## Task brief
List all lines of the data containing the word "City".

[[ Input data open ]]

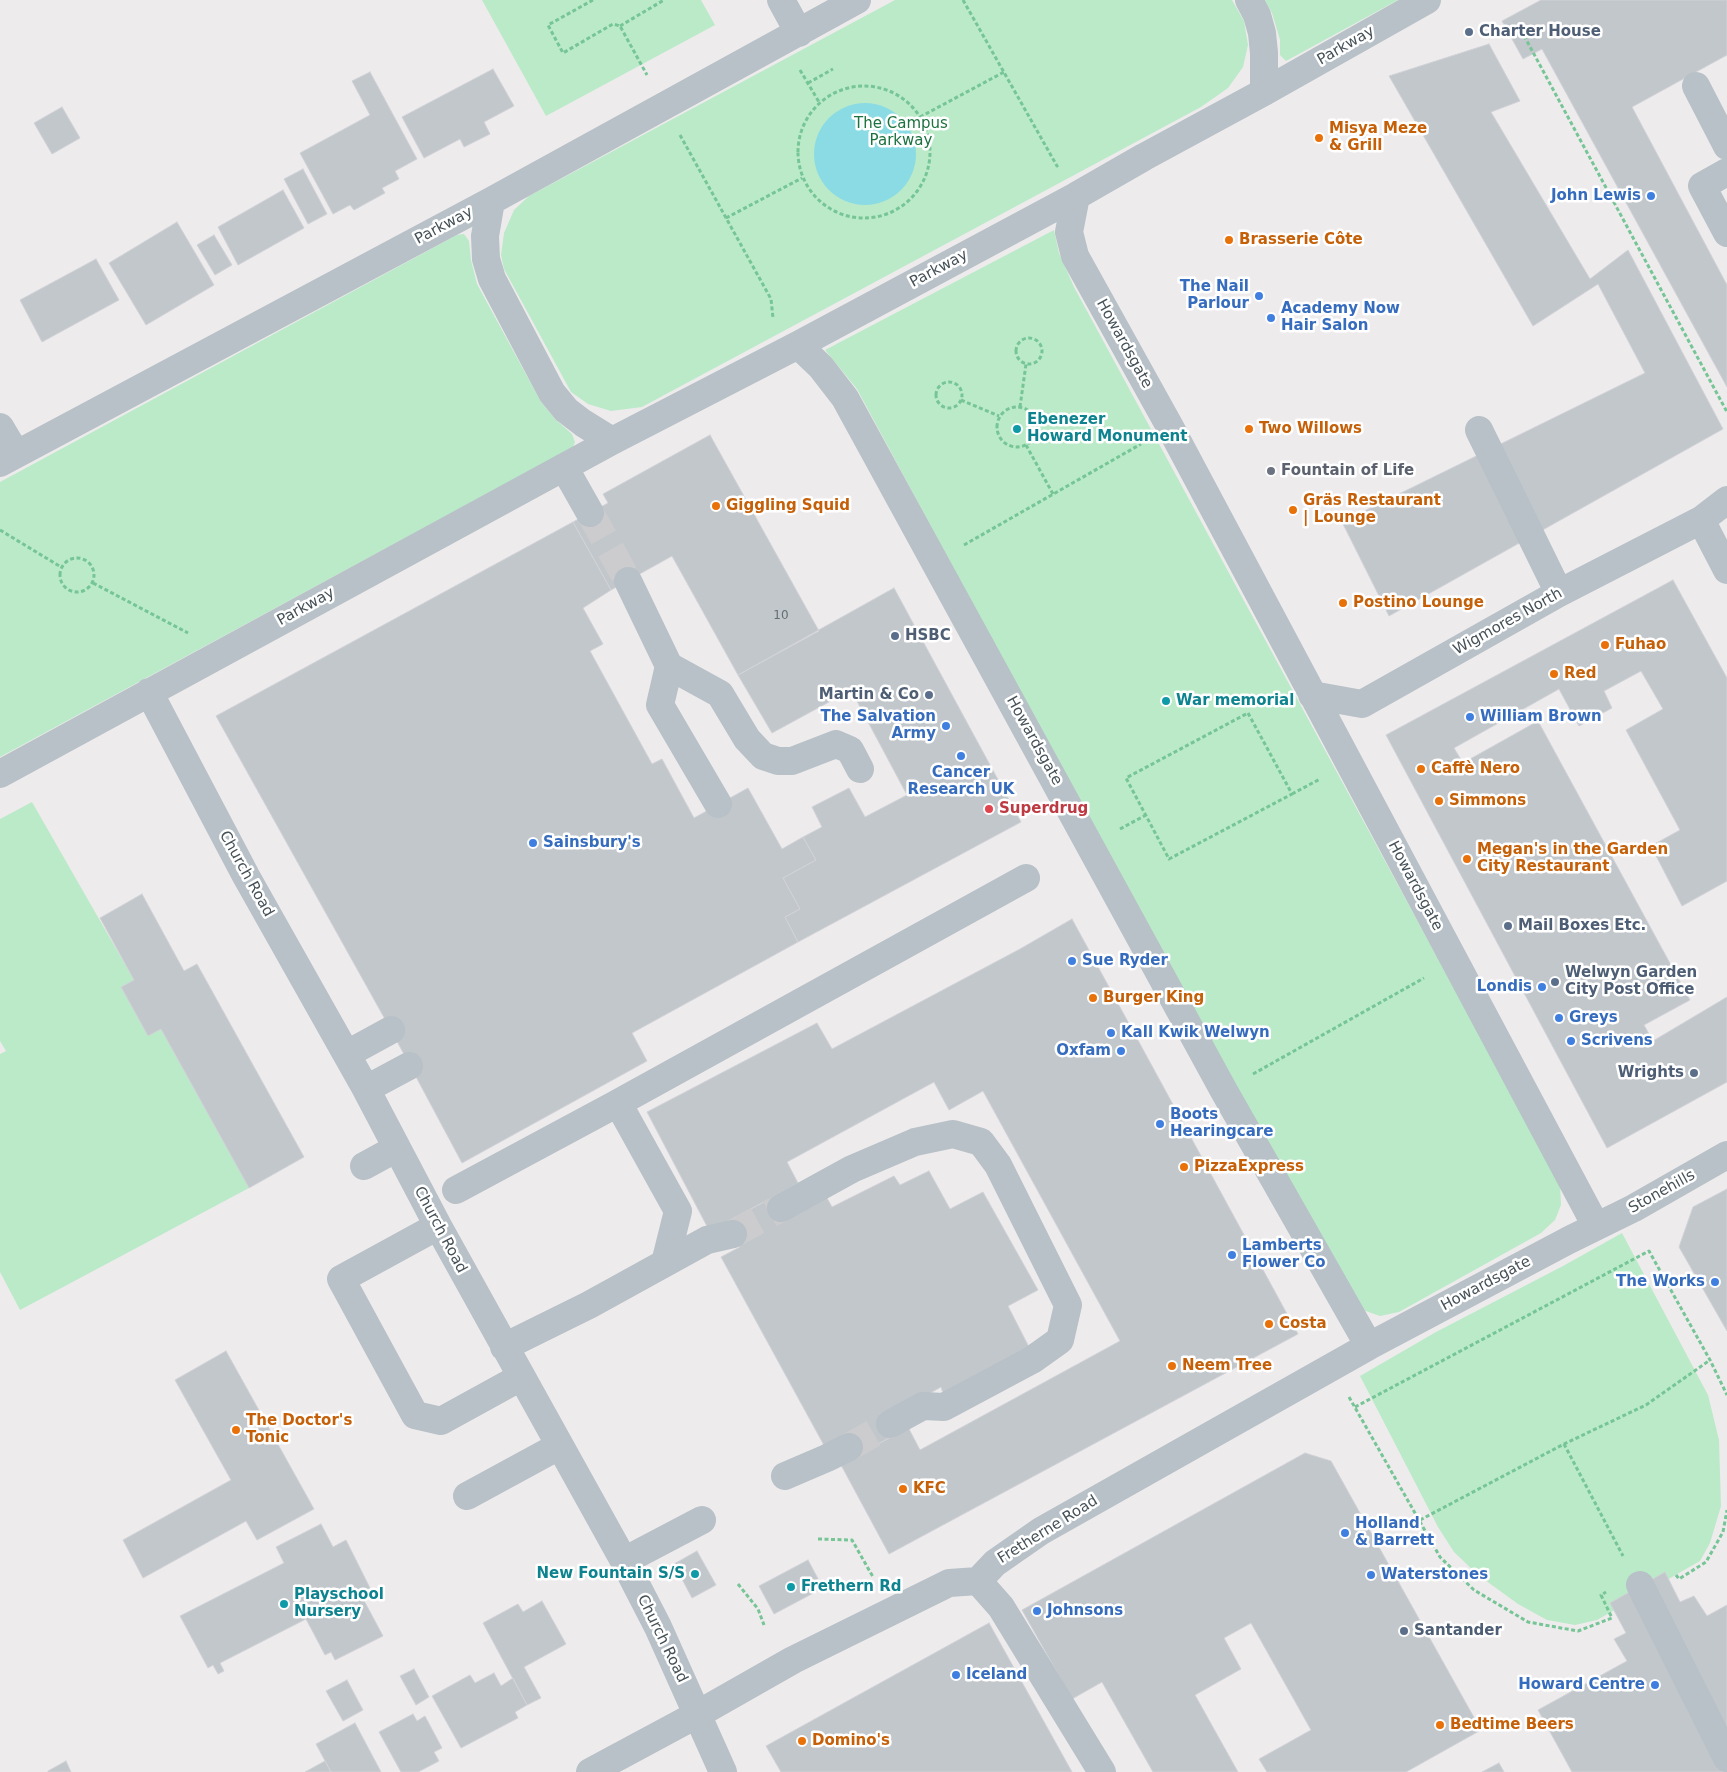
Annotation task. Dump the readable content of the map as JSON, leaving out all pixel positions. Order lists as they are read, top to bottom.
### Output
{
  "streets": {
    "street": [
      "Parkway",
      "Howardsgate",
      "Wigmores North",
      "Church Road",
      "Stonehills",
      "Fretherne Road"
    ]
  },
  "crossings": [
    ["Parkway", "Howardsgate"],
    ["Parkway", "Church Road"],
    ["Howardsgate", "Wigmores North"],
    ["Howardsgate", "Stonehills"],
    ["Howardsgate", "Fretherne Road"]
  ],
  "parks": ["The Campus Parkway"],
  "places": [
    "Charter House",
    "Misya Meze & Grill",
    "John Lewis",
    "Brasserie Côte",
    "The Nail Parlour",
    "Academy Now Hair Salon",
    "Ebenezer Howard Monument",
    "Two Willows",
    "Fountain of Life",
    "Giggling Squid",
    "Gräs Restaurant | Lounge",
    "Postino Lounge",
    "HSBC",
    "Fuhao",
    "Red",
    "Martin & Co",
    "War memorial",
    "William Brown",
    "The Salvation Army",
    "Cancer Research UK",
    "Caffè Nero",
    "Simmons",
    "Superdrug",
    "Sainsbury's",
    "Megan's in the Garden City Restaurant",
    "Mail Boxes Etc.",
    "Sue Ryder",
    "Welwyn Garden City Post Office",
    "Londis",
    "Burger King",
    "Greys",
    "Kall Kwik Welwyn",
    "Scrivens",
    "Oxfam",
    "Wrights",
    "Boots Hearingcare",
    "PizzaExpress",
    "Lamberts Flower Co",
    "The Works",
    "Costa",
    "Neem Tree",
    "The Doctor's Tonic",
    "KFC",
    "Holland & Barrett",
    "New Fountain S/S",
    "Waterstones",
    "Frethern Rd",
    "Playschool Nursery",
    "Johnsons",
    "Santander",
    "Iceland",
    "Howard Centre",
    "Bedtime Beers",
    "Domino's"
  ],
  "house_numbers": ["10"]
}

[[ Input data closed ]]

## Final answer
    "Megan's in the Garden City Restaurant",
    "Welwyn Garden City Post Office",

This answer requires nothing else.